Musical Style: Hard Rock Produced By: Symmetrical Fear & Sistah
Record Label: Indie Dream Country Of Origin: USA
Year Released: 2001 Artist Website:
Tracks: 10/14 Rating: 85%
Running Time: 40:15/56:14

Deliverance - Assimilation - Retroactive re-issue

A legitimate case can be made that two distinct eras exist in the history of the groundbreaking Christian metal band Deliverance.  The first, reflecting a speed metal and thrash influence, encompassed the bands self-titled debut (1989) and the subsequent releases Weapons Of Our Warfare (1990) and What A Joke (1991).  Making a move to a straightforward metal and hard rock direction with Stay Of Execution (1992), Deliverance continued the trend with Learn (1993), River Disturbance (1994) and Camelot In Smithereens (1995).  The group proceeded to go on a six year hiatus until 2001 when it made a break from its past by returning with the industrial influenced hard rock of Assimilation.  Representing a near complete makeover in the bands sound, Assimilation takes a foundation of edgy rhythm guitar and imbues it with a forward mix of keyboards to create a work that can best be described as dark and heavy – almost Goth-like in feel – but compelling as well.  As a matter of fact, what we have here is perhaps the most musically consistent effort from the band since its critically acclaimed 1993 work Learn.  Tracks such as “The Circle” and “Save Me From…”, for instance, will pull you in with their technical prowess, while “Assimilation” and “Between 2 Worlds” give rise to a resounding heaviness.  “The Limitless Light” and “Impressions”, on the other hand, bring chorus hooks of a gripping capacity. 

Assimilation finds founding member Jimmy P. Brown II in top form with his doom-like and low key David Bowie meets Geoff Tate (Queensryche) lead vocal abilities.  As a rhythm guitar, he adorns the full length of the project with his mega-tight riffs and chops- placed right up front in the mix where they belong.  Longtime Deliverance bassist Manny Morales makes his presence felt as well in furnishing an abundance of unwavering bass lines.  Keyboardist David Gilbreath, of course, adds the industrial element to the bands sound, his accentuating but not overriding work bringing out the best in the quality material here.

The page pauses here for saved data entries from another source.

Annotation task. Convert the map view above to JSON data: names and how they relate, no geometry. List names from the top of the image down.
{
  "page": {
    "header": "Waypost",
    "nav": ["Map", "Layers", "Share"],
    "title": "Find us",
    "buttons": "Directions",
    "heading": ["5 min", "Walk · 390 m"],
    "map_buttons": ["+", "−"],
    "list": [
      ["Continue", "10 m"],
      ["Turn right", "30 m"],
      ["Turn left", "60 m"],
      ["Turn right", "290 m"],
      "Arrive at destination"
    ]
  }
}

The only complaint in regards to the bands performance is the drumming of Jim Calvert, which can come across on the underplayed side of things.  While far from bad, I wish he would have taken an approach that was a bit more technical and aggressive.  Another problem worth mentioning is the lack of emphasis Deliverance places on its instrumental sound.  With the exception of Brown’s soloing on “The Limitless Light” and “Sell Your Soul” and a guest appearance on lead guitar by Justin DeTie on “Impressions”, the material here, for the most part, does not allow for any type of excursion into instrumental territory.  Not that there is anything wrong with that, but in most instances a well timed guitar solo cannot help but make a good song even better.  And such is the case here.

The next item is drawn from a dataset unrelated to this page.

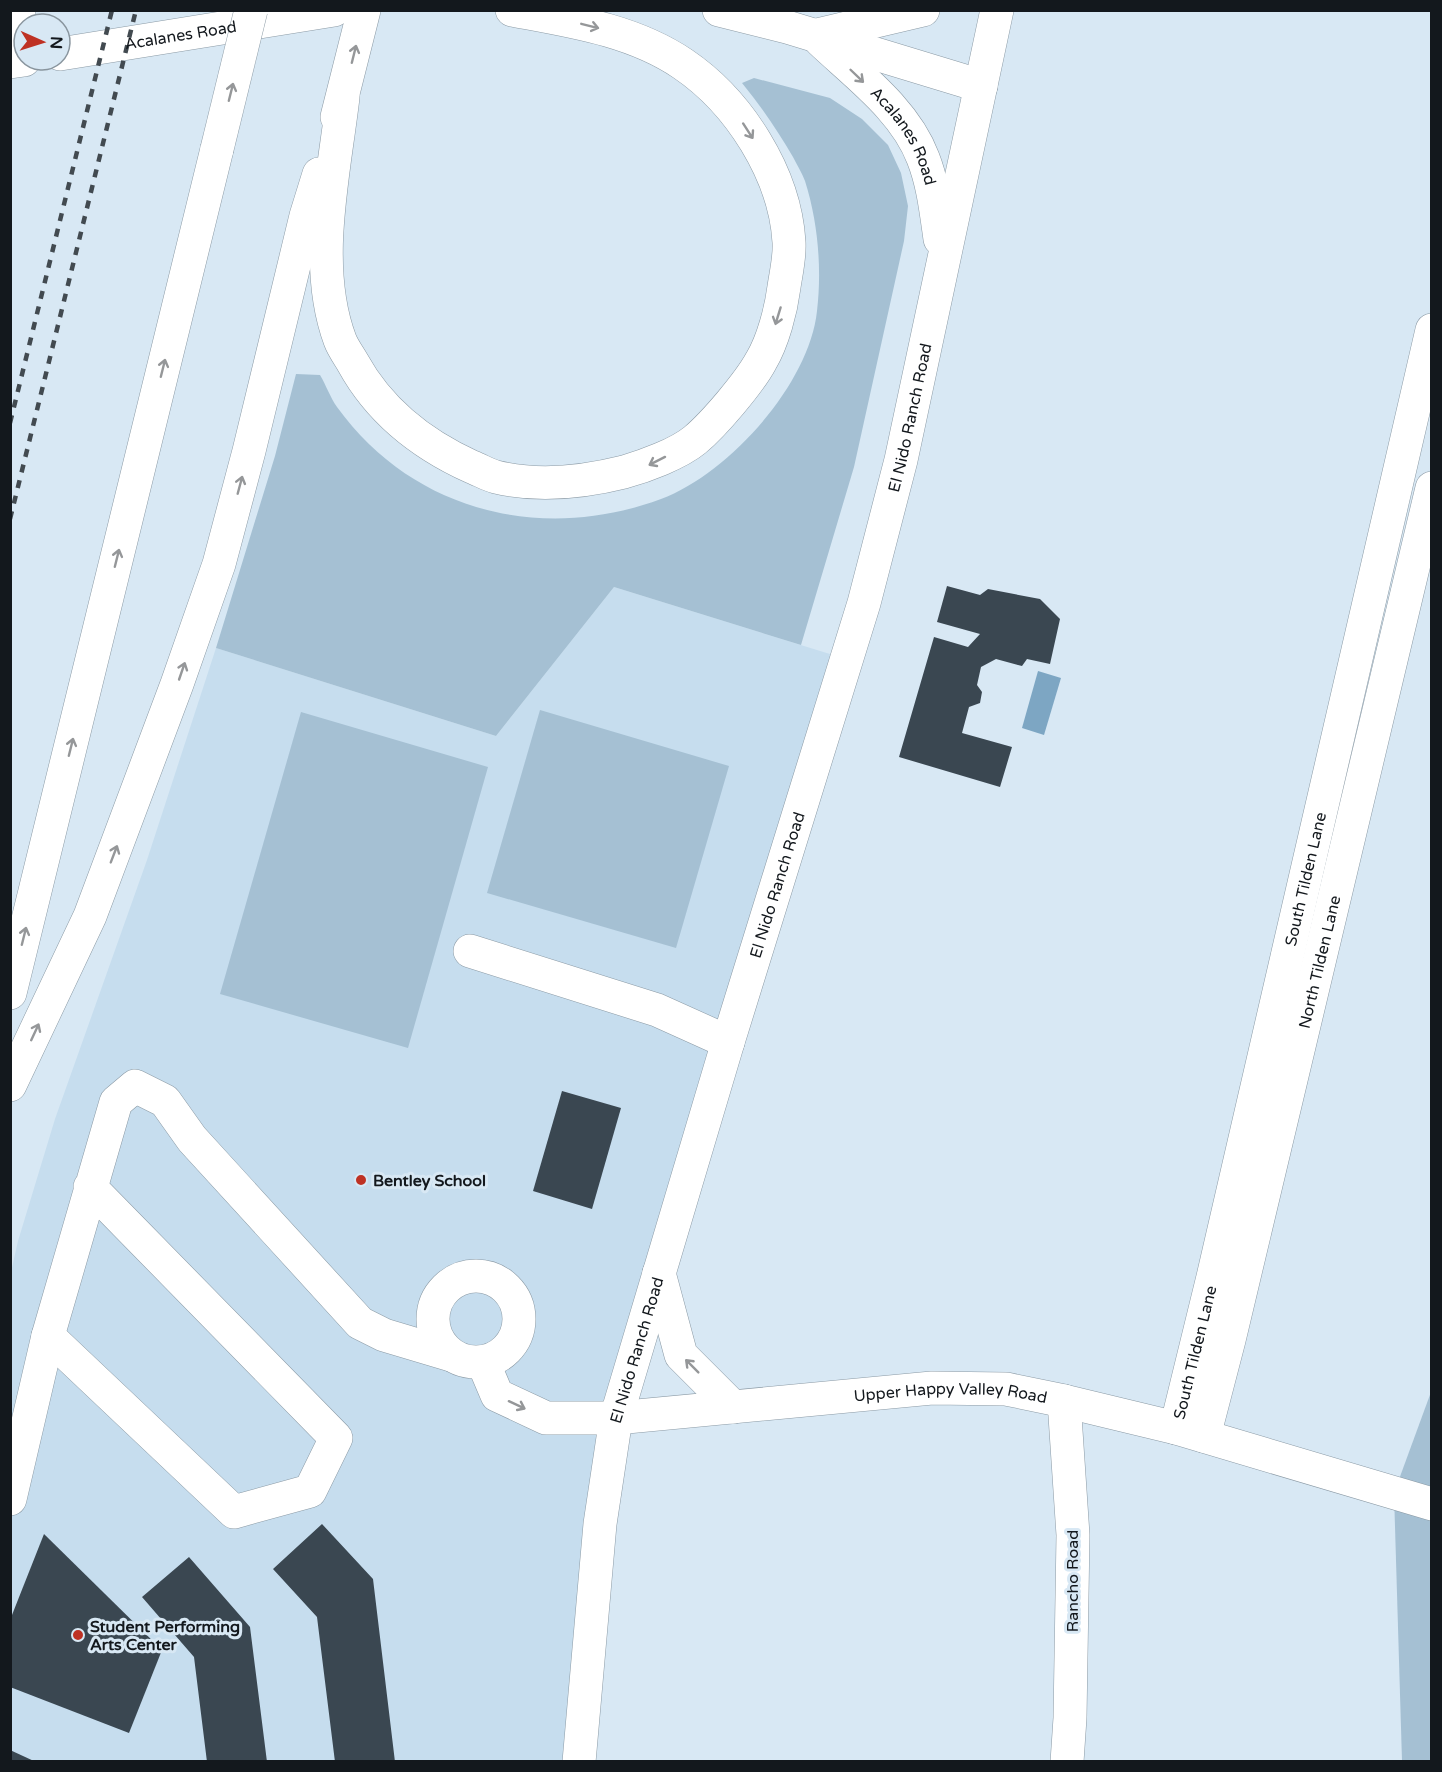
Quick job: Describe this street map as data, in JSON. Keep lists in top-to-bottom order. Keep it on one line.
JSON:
{"streets":{"main road":["Acalanes Road","El Nido Ranch Road","South Tilden Lane","North Tilden Lane","Upper Happy Valley Road","Rancho Road"]},"crossings":[["Acalanes Road","El Nido Ranch Road"],["El Nido Ranch Road","Upper Happy Valley Road"],["South Tilden Lane","North Tilden Lane"],["South Tilden Lane","Upper Happy Valley Road"],["North Tilden Lane","Upper Happy Valley Road"],["Upper Happy Valley Road","Rancho Road"]],"places":["Bentley School","Student Performing Arts Center"],"north":"right"}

Production values are very solid in melding a near perfect rhythm guitar sound with a clean mix of keyboards and bass.  Only the drums – which deserve a more prominent place in the mix – fall short.

While originally released on Indie Dream Records in 2001, Assimilation was re-issued in 2007 by Retroactive Records – featuring re-designed album artwork – with a second bonus CD made up of instrumental demo versions of all ten of the albums songs along with four others featuring lead vocals.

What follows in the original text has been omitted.